AR is likely to penetrate the customer experience in a number of ways. Apart from valuable information about the meals or restaurant itself, AR will deliver exciting experiences to its customers and be magnet for novelty value. Already, customers can use AR to visually experience and plan their meal, see it being prepared and get familiar with the chef. And it won’t be long before it becomes the norm and expected part of the order process.
10 Operational Aspects That Will Happen
- More Prominent Pick Up Counters: Off-premise will change the face of limited-serve restaurants, prompting more prominent pickup counters and areas to organise to-go orders.
- Increase in “smart” Kitchen Equipment: Greater reliance on data means an increase in “smart” kitchen equipment that can analyse inventory flow, track food safety, trace ingredients and send real-time mobile updates to operators.
- Second Makeline: With the repurposing of staff away from order taking, most kitchen will have a second makeline, outfitted with screens and for preparing orders for off-premise dining.
- Automation: Prep work and repetitive tasks like chopping vegetables or compiling burgers will be made more efficient, thanks to automation. But this doesn’t mean robots will take control of the kitchen, we will still need flexibility in the back of house.

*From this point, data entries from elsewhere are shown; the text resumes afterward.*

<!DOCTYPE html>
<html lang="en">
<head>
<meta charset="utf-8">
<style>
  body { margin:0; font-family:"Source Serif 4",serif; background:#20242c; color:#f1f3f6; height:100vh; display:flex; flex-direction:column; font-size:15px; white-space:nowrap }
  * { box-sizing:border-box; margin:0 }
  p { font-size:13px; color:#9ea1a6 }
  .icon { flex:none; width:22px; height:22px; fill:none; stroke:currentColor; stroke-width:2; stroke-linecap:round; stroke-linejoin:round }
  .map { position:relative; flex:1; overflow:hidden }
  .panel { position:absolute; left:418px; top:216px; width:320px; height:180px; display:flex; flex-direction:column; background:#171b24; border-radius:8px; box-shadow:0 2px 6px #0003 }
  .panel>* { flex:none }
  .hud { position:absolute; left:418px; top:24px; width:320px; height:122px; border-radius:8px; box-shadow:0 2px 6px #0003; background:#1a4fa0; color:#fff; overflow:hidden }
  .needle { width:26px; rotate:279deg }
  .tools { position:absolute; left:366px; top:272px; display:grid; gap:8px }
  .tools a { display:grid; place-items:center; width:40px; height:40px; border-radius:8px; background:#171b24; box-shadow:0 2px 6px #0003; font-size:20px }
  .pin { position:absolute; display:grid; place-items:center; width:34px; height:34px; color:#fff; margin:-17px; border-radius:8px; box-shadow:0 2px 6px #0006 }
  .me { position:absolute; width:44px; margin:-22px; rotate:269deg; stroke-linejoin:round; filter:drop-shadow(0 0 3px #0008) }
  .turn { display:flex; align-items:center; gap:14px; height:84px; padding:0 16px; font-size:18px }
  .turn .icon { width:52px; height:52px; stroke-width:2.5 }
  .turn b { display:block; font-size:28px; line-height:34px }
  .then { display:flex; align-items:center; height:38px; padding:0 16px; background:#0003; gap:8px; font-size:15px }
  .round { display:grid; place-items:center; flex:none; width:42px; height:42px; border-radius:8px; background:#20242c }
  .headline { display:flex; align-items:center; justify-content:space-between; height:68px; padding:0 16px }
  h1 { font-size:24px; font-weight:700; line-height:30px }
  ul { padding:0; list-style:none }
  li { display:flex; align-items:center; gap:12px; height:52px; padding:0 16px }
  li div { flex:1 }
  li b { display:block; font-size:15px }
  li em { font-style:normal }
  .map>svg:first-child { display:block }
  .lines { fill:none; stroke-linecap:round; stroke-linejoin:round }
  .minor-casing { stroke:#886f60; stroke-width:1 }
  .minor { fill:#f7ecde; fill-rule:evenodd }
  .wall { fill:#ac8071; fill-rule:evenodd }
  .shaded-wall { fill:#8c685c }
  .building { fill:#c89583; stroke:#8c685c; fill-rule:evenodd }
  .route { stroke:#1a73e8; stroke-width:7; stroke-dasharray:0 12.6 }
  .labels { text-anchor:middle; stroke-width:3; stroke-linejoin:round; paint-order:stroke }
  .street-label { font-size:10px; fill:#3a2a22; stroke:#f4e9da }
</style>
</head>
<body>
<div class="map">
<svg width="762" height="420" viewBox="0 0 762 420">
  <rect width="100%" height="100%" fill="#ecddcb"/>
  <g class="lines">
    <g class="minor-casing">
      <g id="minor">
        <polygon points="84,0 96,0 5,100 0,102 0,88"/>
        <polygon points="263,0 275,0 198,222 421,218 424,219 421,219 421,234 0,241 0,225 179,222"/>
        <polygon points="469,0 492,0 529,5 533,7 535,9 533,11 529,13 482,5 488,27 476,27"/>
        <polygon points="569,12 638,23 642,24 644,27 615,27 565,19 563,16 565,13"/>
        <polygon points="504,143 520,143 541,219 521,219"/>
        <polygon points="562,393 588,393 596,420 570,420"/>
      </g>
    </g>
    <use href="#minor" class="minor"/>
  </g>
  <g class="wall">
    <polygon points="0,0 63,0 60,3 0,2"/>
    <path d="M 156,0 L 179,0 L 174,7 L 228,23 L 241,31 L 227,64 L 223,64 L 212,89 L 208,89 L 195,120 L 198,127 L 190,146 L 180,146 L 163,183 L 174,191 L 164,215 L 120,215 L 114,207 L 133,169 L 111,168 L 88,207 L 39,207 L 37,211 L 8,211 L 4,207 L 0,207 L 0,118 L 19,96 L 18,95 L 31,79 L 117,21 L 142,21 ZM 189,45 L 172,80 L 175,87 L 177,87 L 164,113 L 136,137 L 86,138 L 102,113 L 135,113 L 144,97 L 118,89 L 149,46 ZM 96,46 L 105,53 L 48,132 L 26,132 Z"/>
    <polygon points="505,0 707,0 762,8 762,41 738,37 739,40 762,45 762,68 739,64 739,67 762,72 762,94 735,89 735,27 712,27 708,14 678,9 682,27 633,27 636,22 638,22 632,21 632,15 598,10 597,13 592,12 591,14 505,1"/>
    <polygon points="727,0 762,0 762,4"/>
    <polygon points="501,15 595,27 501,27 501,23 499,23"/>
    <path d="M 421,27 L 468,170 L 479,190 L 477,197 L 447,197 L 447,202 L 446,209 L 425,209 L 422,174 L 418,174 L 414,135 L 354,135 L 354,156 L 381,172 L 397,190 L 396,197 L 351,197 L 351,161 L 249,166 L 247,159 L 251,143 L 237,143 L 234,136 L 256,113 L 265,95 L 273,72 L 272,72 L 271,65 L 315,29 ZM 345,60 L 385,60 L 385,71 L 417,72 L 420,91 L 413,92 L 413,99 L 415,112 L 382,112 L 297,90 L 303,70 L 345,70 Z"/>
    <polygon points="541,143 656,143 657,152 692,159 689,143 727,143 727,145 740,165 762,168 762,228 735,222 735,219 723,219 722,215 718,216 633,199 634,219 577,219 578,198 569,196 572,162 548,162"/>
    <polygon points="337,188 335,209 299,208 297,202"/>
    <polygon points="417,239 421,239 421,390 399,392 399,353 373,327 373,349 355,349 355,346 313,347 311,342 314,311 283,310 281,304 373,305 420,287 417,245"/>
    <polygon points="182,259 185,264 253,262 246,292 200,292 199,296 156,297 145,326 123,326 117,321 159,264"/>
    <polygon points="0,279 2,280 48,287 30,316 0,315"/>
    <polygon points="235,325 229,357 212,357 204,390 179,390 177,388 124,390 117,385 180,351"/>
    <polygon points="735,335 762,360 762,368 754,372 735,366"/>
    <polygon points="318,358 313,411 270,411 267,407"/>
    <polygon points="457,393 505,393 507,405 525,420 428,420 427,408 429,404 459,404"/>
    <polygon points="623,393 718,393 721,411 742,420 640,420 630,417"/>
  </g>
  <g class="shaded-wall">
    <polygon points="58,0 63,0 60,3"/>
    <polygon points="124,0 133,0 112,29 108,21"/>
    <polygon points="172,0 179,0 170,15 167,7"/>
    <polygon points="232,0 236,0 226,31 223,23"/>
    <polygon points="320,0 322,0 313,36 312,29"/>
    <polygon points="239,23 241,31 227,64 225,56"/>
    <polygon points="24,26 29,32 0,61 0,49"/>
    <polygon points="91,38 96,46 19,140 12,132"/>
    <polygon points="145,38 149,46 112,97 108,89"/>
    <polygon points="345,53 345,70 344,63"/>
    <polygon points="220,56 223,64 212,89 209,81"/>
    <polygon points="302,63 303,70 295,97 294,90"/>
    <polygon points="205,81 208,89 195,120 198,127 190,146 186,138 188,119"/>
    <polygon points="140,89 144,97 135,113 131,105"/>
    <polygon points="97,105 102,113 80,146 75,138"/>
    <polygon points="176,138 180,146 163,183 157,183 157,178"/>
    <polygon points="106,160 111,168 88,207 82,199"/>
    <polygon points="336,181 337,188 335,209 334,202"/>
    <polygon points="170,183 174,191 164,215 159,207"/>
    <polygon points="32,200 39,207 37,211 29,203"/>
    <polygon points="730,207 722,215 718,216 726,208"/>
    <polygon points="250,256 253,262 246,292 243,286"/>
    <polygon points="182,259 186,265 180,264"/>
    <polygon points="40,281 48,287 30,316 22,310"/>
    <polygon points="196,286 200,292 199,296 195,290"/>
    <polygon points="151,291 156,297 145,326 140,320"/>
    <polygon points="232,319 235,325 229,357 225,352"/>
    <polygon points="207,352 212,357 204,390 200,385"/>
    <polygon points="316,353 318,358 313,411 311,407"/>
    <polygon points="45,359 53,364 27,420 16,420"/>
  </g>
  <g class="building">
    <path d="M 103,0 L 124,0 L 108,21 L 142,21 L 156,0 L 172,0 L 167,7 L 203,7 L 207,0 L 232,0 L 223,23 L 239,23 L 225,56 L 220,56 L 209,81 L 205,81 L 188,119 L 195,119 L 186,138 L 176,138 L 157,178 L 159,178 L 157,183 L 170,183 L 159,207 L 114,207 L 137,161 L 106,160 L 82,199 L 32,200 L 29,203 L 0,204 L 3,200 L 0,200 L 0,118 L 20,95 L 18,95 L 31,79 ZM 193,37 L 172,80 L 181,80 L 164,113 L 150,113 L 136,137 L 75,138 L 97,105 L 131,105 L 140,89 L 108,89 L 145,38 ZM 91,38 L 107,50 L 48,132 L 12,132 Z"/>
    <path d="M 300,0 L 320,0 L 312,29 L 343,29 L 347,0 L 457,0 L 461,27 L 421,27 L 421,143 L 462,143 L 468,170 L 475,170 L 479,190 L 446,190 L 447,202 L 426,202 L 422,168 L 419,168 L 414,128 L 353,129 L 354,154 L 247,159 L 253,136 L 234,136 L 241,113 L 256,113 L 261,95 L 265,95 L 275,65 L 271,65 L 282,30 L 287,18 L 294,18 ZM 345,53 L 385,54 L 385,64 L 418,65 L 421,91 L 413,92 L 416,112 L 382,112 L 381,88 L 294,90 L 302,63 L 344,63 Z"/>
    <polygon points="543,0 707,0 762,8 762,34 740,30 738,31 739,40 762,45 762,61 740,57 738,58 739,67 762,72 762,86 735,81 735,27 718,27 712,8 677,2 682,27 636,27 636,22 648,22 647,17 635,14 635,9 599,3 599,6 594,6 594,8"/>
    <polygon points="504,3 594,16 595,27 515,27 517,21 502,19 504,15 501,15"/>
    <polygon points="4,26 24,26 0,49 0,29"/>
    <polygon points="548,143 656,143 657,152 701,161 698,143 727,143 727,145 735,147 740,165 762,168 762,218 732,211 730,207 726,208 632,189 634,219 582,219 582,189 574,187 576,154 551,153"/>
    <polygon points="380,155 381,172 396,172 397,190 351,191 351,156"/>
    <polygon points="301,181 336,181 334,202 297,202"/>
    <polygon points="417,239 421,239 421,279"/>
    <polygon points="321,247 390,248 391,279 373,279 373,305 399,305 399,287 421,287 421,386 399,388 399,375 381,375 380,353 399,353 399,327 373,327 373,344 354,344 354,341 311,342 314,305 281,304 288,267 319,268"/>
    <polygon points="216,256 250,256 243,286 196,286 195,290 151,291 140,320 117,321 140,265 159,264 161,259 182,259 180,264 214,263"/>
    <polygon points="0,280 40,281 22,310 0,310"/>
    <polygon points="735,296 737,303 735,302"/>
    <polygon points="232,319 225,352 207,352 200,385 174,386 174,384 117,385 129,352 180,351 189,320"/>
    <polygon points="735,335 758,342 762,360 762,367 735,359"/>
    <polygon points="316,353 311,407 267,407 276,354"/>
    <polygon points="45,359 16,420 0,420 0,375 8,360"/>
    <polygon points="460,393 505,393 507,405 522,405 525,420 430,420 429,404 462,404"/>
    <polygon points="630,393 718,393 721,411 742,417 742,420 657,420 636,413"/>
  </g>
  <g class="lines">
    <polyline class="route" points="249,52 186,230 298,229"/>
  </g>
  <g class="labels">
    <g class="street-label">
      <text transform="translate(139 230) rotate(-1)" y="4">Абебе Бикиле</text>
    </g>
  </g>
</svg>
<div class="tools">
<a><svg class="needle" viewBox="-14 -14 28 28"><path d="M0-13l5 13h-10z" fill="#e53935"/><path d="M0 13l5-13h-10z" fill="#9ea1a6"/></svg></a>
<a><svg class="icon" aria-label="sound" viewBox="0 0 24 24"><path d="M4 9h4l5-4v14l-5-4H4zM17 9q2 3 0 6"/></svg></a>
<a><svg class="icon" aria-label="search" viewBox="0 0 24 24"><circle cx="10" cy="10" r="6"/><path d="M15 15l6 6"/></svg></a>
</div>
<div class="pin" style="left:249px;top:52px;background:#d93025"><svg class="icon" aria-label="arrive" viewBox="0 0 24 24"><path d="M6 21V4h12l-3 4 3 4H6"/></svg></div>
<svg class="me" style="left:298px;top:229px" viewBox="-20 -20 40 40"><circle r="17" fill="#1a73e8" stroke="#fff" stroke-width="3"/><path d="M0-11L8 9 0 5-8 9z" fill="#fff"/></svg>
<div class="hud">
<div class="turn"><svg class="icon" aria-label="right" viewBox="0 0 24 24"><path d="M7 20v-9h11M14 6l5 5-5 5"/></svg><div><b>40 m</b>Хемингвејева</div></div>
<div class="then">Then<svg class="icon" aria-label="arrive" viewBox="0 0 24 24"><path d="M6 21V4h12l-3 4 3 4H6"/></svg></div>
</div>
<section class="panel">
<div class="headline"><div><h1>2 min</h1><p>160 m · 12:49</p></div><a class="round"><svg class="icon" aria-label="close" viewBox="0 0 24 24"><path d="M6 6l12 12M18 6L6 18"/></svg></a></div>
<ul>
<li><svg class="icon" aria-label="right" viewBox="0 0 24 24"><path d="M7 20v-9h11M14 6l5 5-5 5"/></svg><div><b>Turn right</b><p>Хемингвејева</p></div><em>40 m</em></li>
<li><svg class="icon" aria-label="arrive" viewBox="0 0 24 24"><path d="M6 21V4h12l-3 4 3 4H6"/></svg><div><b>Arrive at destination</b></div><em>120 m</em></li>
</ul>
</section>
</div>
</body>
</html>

- Robots: It’s unlikely robots will replace serving staff simply for the reason, British people love human interaction. But we can expect robots to replace staff in jobs such as cleaning.
- Smaller Footprint: Front of house will require a smaller footprint as take away will increasingly dominate. For those that choose to dine-in, cosy seating will be tucked away to create an intimate and private space.
- Self-Serve and Frictionless Payments: the cashless environment will grow as more operators move to self-serve kiosks and customers demand the privacy and customisation of self-serve. Alongside the rise of new payment methods becoming the norm such as iris and fingerprint scanning.
- Drone Delivery and Driverless Cars: It’s unlikely drones will play a key role due to logistical impracticalities (and accidents shown in the BBC’s Years and Years) but once AI closes the accuracy gap, we can expect to see the adoption of driverless delivery cars.
- Virtual Reality: Will become an added dimension to add a sensory immersion to the full guest experience.
- 3D Food Printing: Food printing is already being trialled is some restaurants. Given its benefits of less manpower and ability to get creative with intricate food designs – not to mention the consumer novelty value, 3D food will become a reality.